Abrego Garcia's wife promptly filed an emergency habeas
petition in the U.S. District Court for the District of Maryland (Abrego I, No.
8:25-cv-00987-PX), seeking his return. Judge Paula Xinis granted the petition
on April 4, 2025, ordering the US Government to facilitate his return by April
7. The Fourth Circuit affirmed, and the Supreme Court denied the US Government's
emergency application to vacate the order on April 10, 2025, in a unanimous
decision noting the removal's "lawlessness." Abrego Garcia was
paroled back to the U.S. in June 2025 but faced immediate complications:
federal prosecutors in Tennessee indicted him on unrelated drug conspiracy
charges (later dismissed for lack of evidence), leading to brief criminal
detention. Upon release from criminal custody in August 2025, ICE re-detained
him without notice, claiming intent to pursue removal to third countries.
Throughout this period, alternative solutions emerged.
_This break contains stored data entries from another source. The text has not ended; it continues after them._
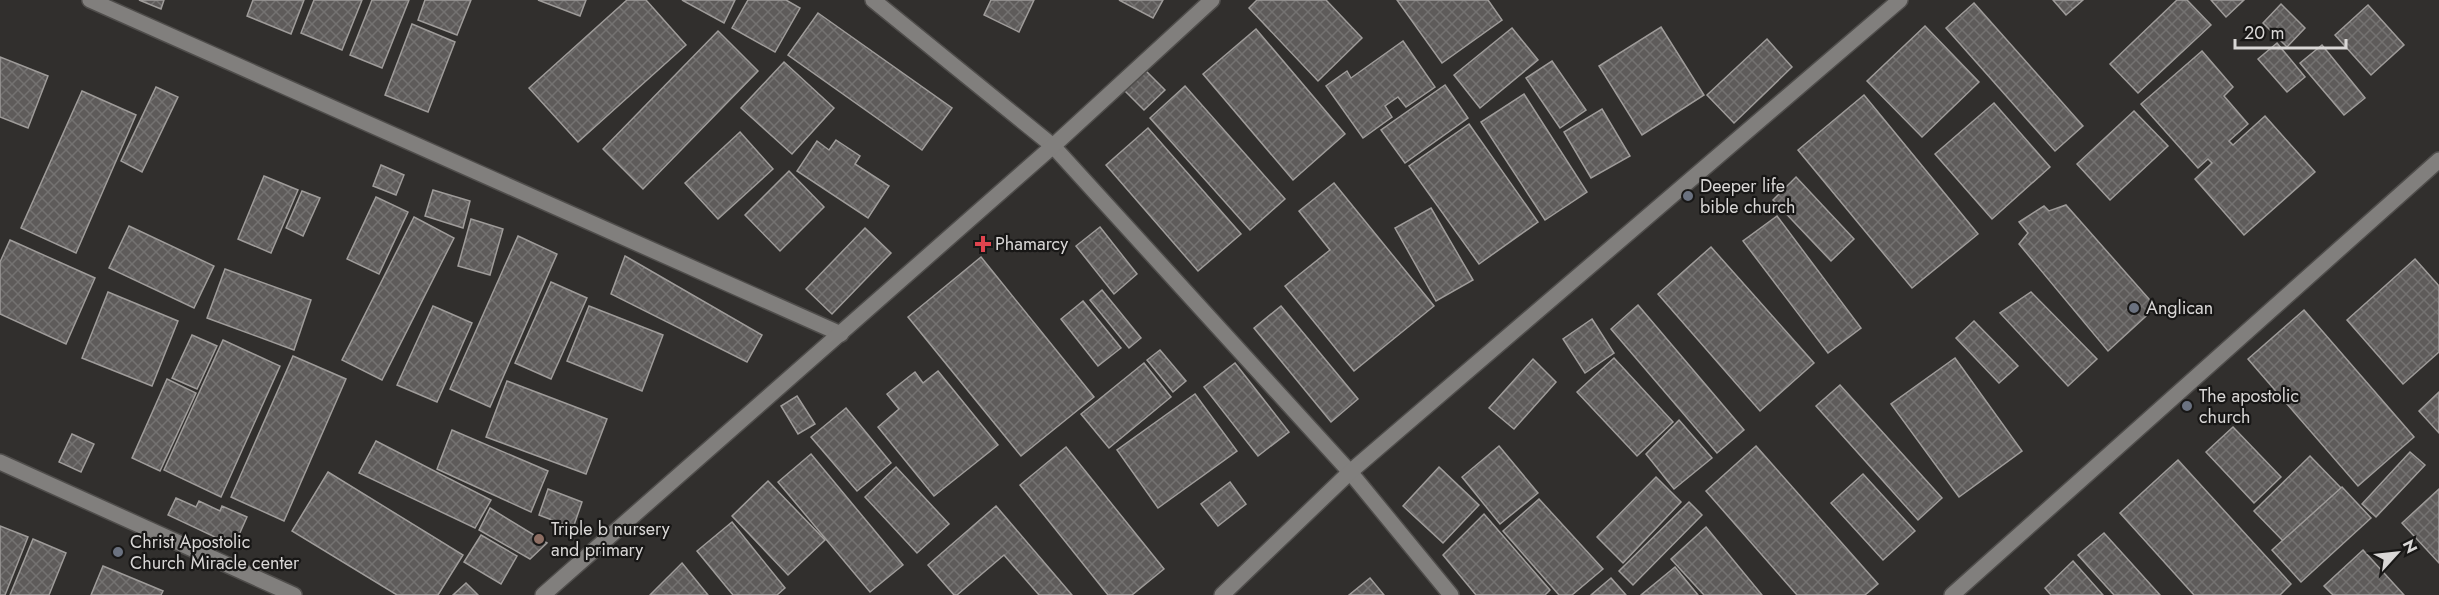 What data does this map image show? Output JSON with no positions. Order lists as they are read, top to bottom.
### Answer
{
  "places": {
    "other": [
      "Deeper life bible church",
      "Anglican",
      "The apostolic church",
      "Triple b nursery and primary",
      "Christ Apostolic Church Miracle center"
    ],
    "health": ["Phamarcy"]
  },
  "scale_bar": "20 m",
  "north": "top right"
}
On
August 21, 2025, Costa Rica formally offered Abrego Garcia refugee status and
permanent residency, explicitly assuring no detention or further removal.
Despite this, ICE ignored the offer and notified counsel of plans to remove him
to Uganda, Eswatini, Ghana, or Liberia—countries that either declined
acceptance or were not consulted. ICE officials later admitted under oath
having no knowledge of any final removal order or concrete steps toward Costa Rica
implementation. This prompted the instant renewed habeas petition under 28
U.S.C. § 2241, filed in August 2025, challenging the lawfulness of ongoing
detention.
Issues
The petition presented two primary issues:
(1) Whether the district court retained jurisdiction under §
2241 to review Abrego Garcia's challenge to prolonged detention absent a final
removal order, notwithstanding jurisdictional bars in the Immigration and
Nationality Act (INA) such as 8 U.S.C. §§ 1252(g) (precluding review of removal
decisions), 1252(a)(5) (limiting judicial review of removal orders), and
1252(b)(9) (channelling all immigration claims into the administrative
process).
(2) Assuming the district court has jurisdiction, whether
Abrego Garcia's detention violated the INA's statutory limits under 8 U.S.C. §
1231(a) and the Fifth Amendment's Due Process Clause, given the absence of a
valid removal order and the US Government's refusal to pursue foreseeable
repatriation options like Costa Rica, rendering removal impossible under
Zadvydas v. Davis, 533 U.S. 678 (2001).
(2) (a) A subsidiary issue was whether the US Government's
"third-country removal" policy—bypassing withholding
protections—denied procedural due process in any hypothetical removal
proceedings.
Relevant Statutory Provisions
28
U.S.C. § 2241 (Power to grant writ of habeas corpus)
8
U.S.C. § 1101(a)(47)(A) (Definition of order of removal/deportation)
8
U.S.C. § 1231 (Detention and removal of aliens ordered removed)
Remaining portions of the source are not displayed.